ACTION ITEM: Could you print the full listing below, keeping each line identical?

++++ SOURCE RECORDS ++++

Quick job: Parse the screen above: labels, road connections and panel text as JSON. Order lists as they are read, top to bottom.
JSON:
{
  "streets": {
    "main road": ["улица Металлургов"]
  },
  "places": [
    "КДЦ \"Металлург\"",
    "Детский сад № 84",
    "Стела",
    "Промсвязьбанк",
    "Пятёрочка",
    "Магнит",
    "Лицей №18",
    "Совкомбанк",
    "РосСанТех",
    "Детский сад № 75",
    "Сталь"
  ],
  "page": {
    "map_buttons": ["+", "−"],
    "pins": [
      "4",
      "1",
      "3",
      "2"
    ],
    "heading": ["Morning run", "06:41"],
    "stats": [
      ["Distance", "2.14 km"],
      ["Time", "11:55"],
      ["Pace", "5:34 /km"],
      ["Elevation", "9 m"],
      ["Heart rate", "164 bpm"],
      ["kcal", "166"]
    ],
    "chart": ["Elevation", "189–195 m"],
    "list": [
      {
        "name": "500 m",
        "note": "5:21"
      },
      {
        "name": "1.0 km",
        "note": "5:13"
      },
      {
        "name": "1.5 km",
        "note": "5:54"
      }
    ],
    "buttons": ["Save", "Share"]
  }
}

++++

YOUR RESPONSE:
Quick job: Parse the screen above: labels, road connections and panel text as JSON. Order lists as they are read, top to bottom.
JSON:
{
  "streets": {
    "main road": ["улица Металлургов"]
  },
  "places": [
    "КДЦ \"Металлург\"",
    "Детский сад № 84",
    "Стела",
    "Промсвязьбанк",
    "Пятёрочка",
    "Магнит",
    "Лицей №18",
    "Совкомбанк",
    "РосСанТех",
    "Детский сад № 75",
    "Сталь"
  ],
  "page": {
    "map_buttons": ["+", "−"],
    "pins": [
      "4",
      "1",
      "3",
      "2"
    ],
    "heading": ["Morning run", "06:41"],
    "stats": [
      ["Distance", "2.14 km"],
      ["Time", "11:55"],
      ["Pace", "5:34 /km"],
      ["Elevation", "9 m"],
      ["Heart rate", "164 bpm"],
      ["kcal", "166"]
    ],
    "chart": ["Elevation", "189–195 m"],
    "list": [
      {
        "name": "500 m",
        "note": "5:21"
      },
      {
        "name": "1.0 km",
        "note": "5:13"
      },
      {
        "name": "1.5 km",
        "note": "5:54"
      }
    ],
    "buttons": ["Save", "Share"]
  }
}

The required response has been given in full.